▶ _What is expected_:
What is needed is an exact copy of the whole listing below, with no pictures.

▶ _Extracted entries_:
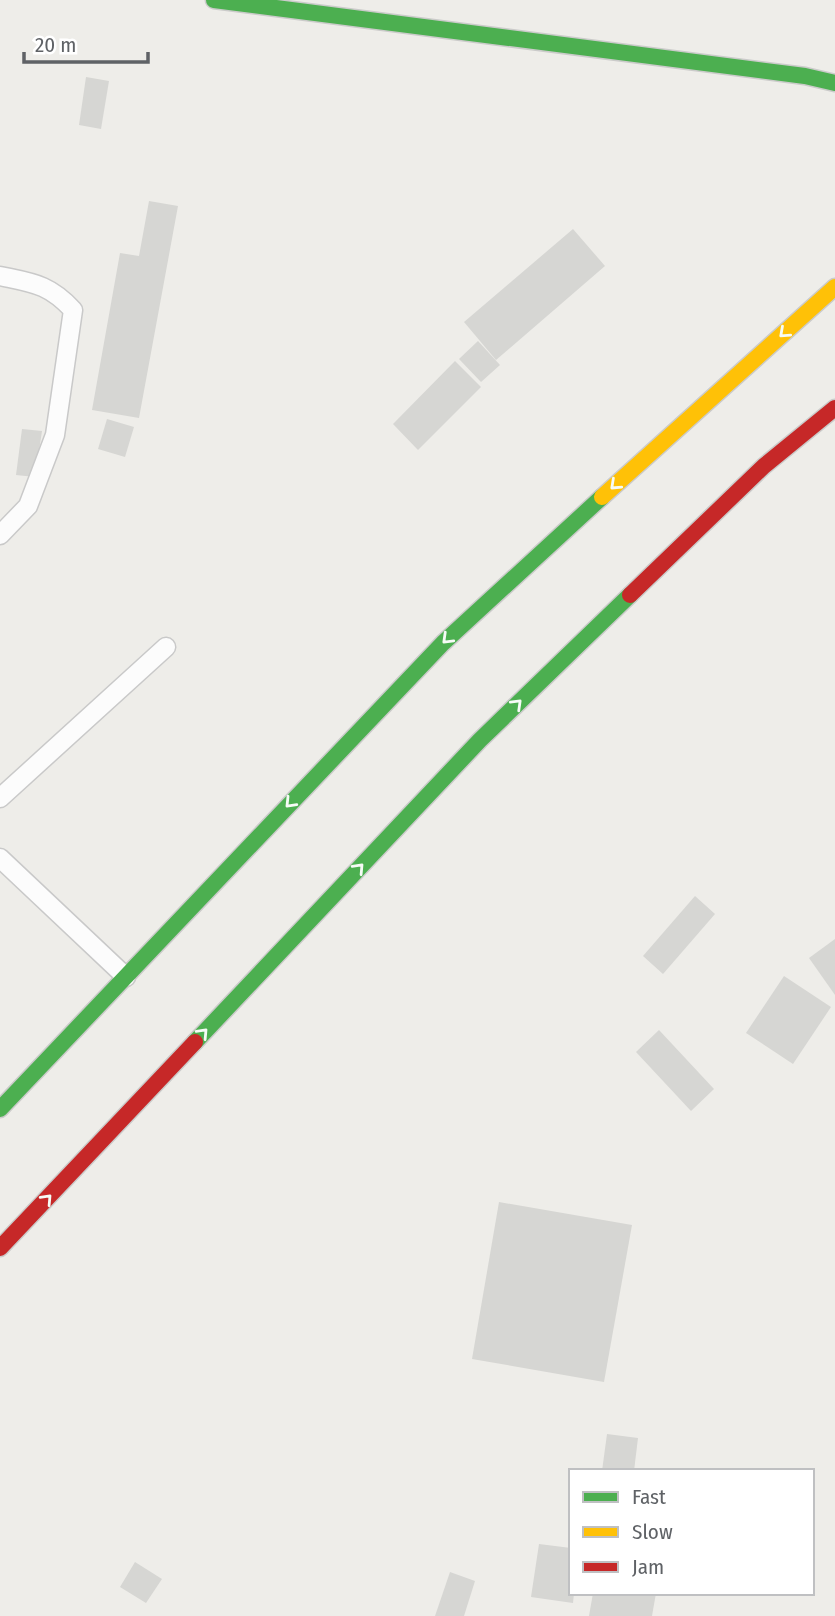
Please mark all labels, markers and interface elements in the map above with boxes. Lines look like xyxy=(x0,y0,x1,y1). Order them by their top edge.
scale bar xyxy=(24,21,149,65)
text: 20 m xyxy=(35,32,76,58)
one-way arrow xyxy=(779,325,792,337)
one-way arrow xyxy=(610,476,623,489)
one-way arrow xyxy=(443,630,456,643)
one-way arrow xyxy=(509,700,522,713)
one-way arrow xyxy=(286,795,299,808)
one-way arrow xyxy=(351,863,363,876)
one-way arrow xyxy=(195,1028,207,1041)
one-way arrow xyxy=(38,1194,51,1207)
legend xyxy=(569,1469,814,1595)
text: Fast xyxy=(632,1484,666,1510)
text: Slow xyxy=(632,1519,673,1545)
text: Jam xyxy=(632,1554,664,1580)

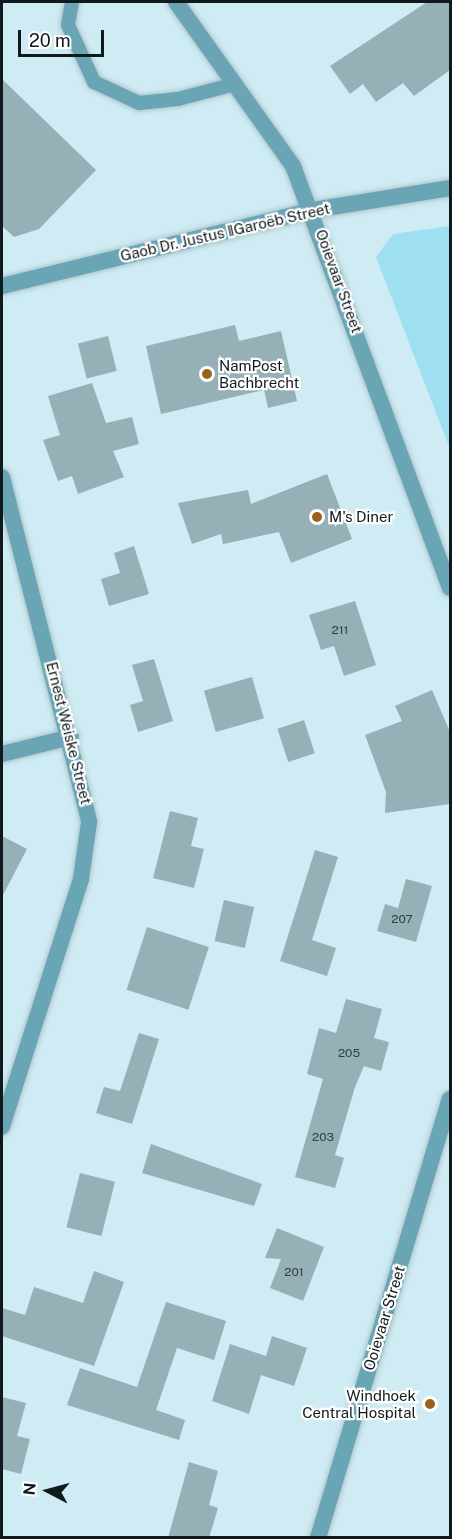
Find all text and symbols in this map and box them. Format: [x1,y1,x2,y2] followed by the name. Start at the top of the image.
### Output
[21,18,106,56] scale bar
[29,30,71,51] text: 20 m
[118,199,332,265] street label: Gaob Dr. Justus ǁGaroëb Street
[312,227,366,335] street label: Ooievaar Street
[219,356,299,391] place label: NamPost Bachbrecht
[200,367,214,381] marker: NamPost Bachbrecht
[329,508,393,526] place label: M's Diner
[310,510,324,524] marker: M's Diner
[332,624,348,638] house number: 211
[43,660,95,806] street label: Ernest Weiske Street
[391,913,413,927] house number: 207
[338,1047,360,1061] house number: 205
[312,1131,334,1145] house number: 203
[359,1263,409,1373] street label: Ooievaar Street
[284,1266,304,1280] house number: 201
[302,1386,416,1421] place label: Windhoek Central Hospital
[421,1395,439,1413] marker: Windhoek Central Hospital
[18,1461,78,1521] north arrow
[19,1482,40,1496] text: N

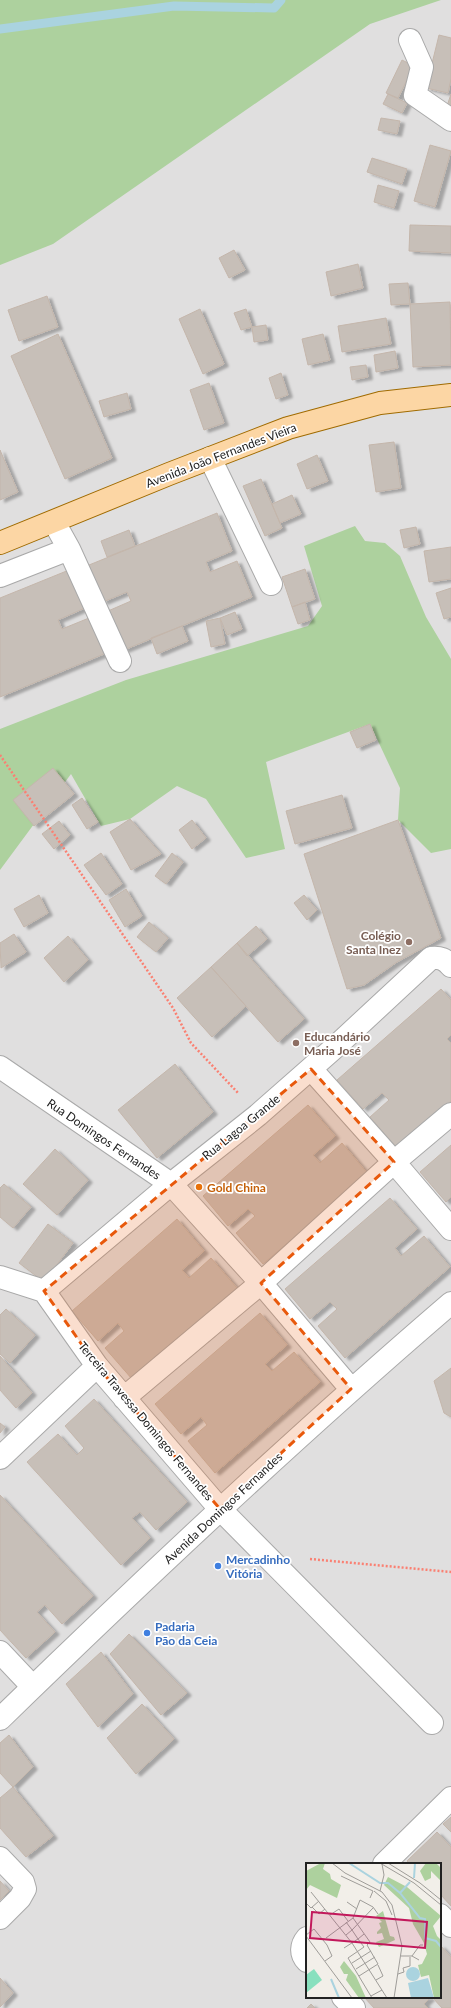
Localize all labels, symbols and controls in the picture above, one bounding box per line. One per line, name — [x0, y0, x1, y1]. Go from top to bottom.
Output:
street label: Avenida João Fernandes Vieira — [144, 419, 298, 491]
place label: Colégio Santa Inez — [346, 928, 401, 957]
marker: Colégio Santa Inez — [404, 937, 414, 947]
place label: Educandário Maria José — [304, 1029, 370, 1058]
marker: Educandário Maria José — [291, 1038, 301, 1048]
street label: Rua Lagoa Grande — [199, 1091, 283, 1163]
street label: Rua Domingos Fernandes — [44, 1095, 164, 1183]
place label: Gold China — [207, 1180, 266, 1195]
marker: Gold China — [194, 1182, 204, 1192]
street label: Terceira Travessa Domingos Fernandes — [75, 1339, 217, 1503]
street label: Avenida Domingos Fernandes — [161, 1449, 285, 1567]
place label: Mercadinho Vitória — [225, 1552, 290, 1581]
marker: Mercadinho Vitória — [213, 1561, 223, 1571]
place label: Padaria Pão da Ceia — [155, 1619, 217, 1648]
marker: Padaria Pão da Ceia — [142, 1628, 152, 1638]
inset map — [306, 1863, 441, 1998]

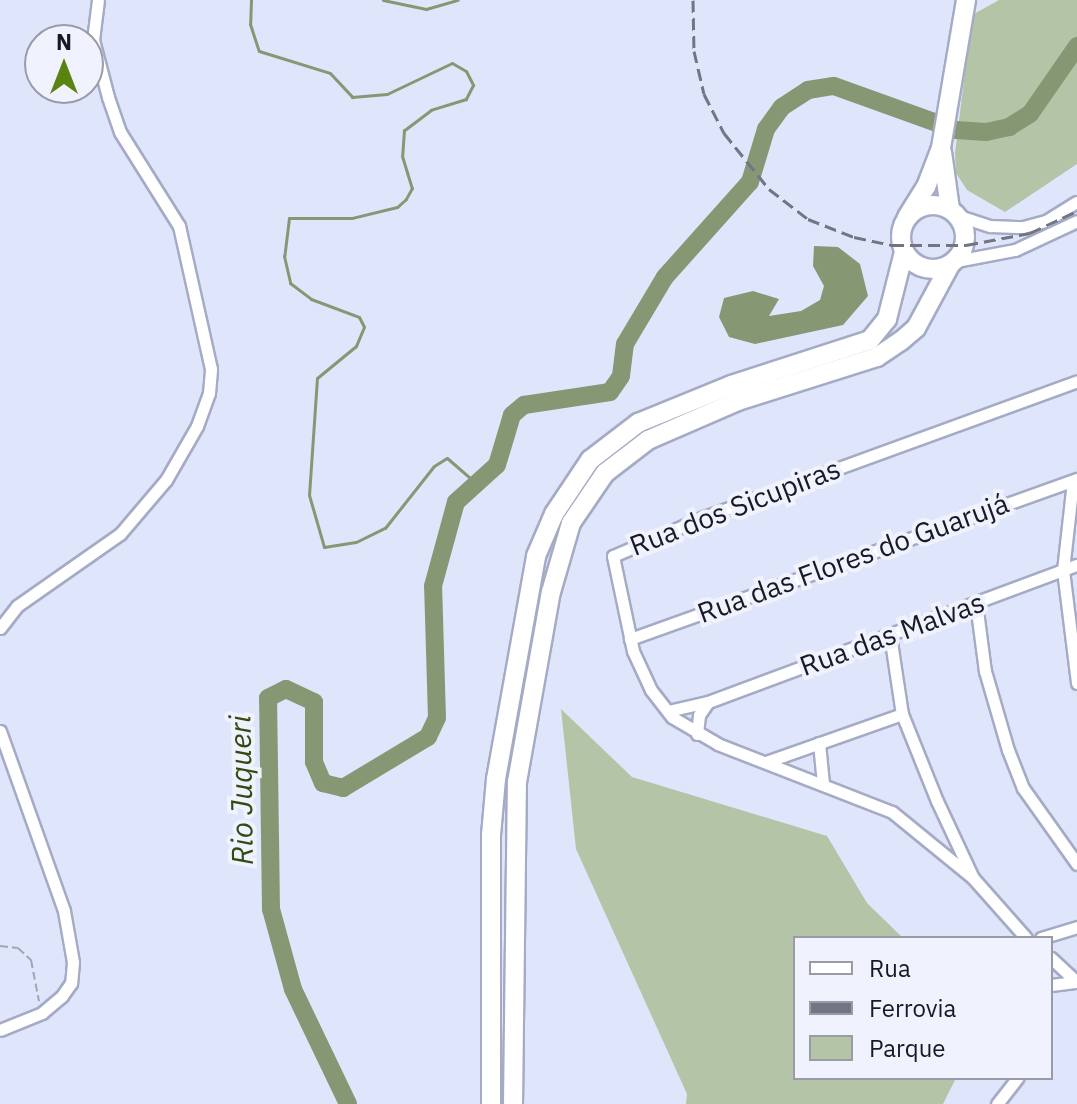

▶ _Result for this exercise_:
Please mark all labels, markers and interface elements in the map above with boxes. Lines look like xyxy=(x0,y0,x1,y1). Order them by their top edge.
scale bar xyxy=(24,21,149,65)
text: 20 m xyxy=(35,32,76,58)
one-way arrow xyxy=(779,325,792,337)
one-way arrow xyxy=(610,476,623,489)
one-way arrow xyxy=(443,630,456,643)
one-way arrow xyxy=(509,700,522,713)
one-way arrow xyxy=(286,795,299,808)
one-way arrow xyxy=(351,863,363,876)
one-way arrow xyxy=(195,1028,207,1041)
one-way arrow xyxy=(38,1194,51,1207)
legend xyxy=(569,1469,814,1595)
text: Fast xyxy=(632,1484,666,1510)
text: Slow xyxy=(632,1519,673,1545)
text: Jam xyxy=(632,1554,664,1580)

Find all text and symbols in this map and box them. Format: [x1,y1,x2,y2] followed by the name. Start at the top of the image.
### Output
[21,18,106,56] scale bar
[29,30,71,51] text: 20 m
[118,199,332,265] street label: Gaob Dr. Justus ǁGaroëb Street
[312,227,366,335] street label: Ooievaar Street
[219,356,299,391] place label: NamPost Bachbrecht
[200,367,214,381] marker: NamPost Bachbrecht
[329,508,393,526] place label: M's Diner
[310,510,324,524] marker: M's Diner
[332,624,348,638] house number: 211
[43,660,95,806] street label: Ernest Weiske Street
[391,913,413,927] house number: 207
[338,1047,360,1061] house number: 205
[312,1131,334,1145] house number: 203
[359,1263,409,1373] street label: Ooievaar Street
[284,1266,304,1280] house number: 201
[302,1386,416,1421] place label: Windhoek Central Hospital
[421,1395,439,1413] marker: Windhoek Central Hospital
[18,1461,78,1521] north arrow
[19,1482,40,1496] text: N

Localize all labels, symbols and controls in the picture above, one bounding box per line. One per line, name — [x0, y0, x1, y1]. Go from top to bottom.
Output:
street label: Avenida João Fernandes Vieira — [144, 419, 298, 491]
place label: Colégio Santa Inez — [346, 928, 401, 957]
marker: Colégio Santa Inez — [404, 937, 414, 947]
place label: Educandário Maria José — [304, 1029, 370, 1058]
marker: Educandário Maria José — [291, 1038, 301, 1048]
street label: Rua Lagoa Grande — [199, 1091, 283, 1163]
street label: Rua Domingos Fernandes — [44, 1095, 164, 1183]
place label: Gold China — [207, 1180, 266, 1195]
marker: Gold China — [194, 1182, 204, 1192]
street label: Terceira Travessa Domingos Fernandes — [75, 1339, 217, 1503]
street label: Avenida Domingos Fernandes — [161, 1449, 285, 1567]
place label: Mercadinho Vitória — [225, 1552, 290, 1581]
marker: Mercadinho Vitória — [213, 1561, 223, 1571]
place label: Padaria Pão da Ceia — [155, 1619, 217, 1648]
marker: Padaria Pão da Ceia — [142, 1628, 152, 1638]
inset map — [306, 1863, 441, 1998]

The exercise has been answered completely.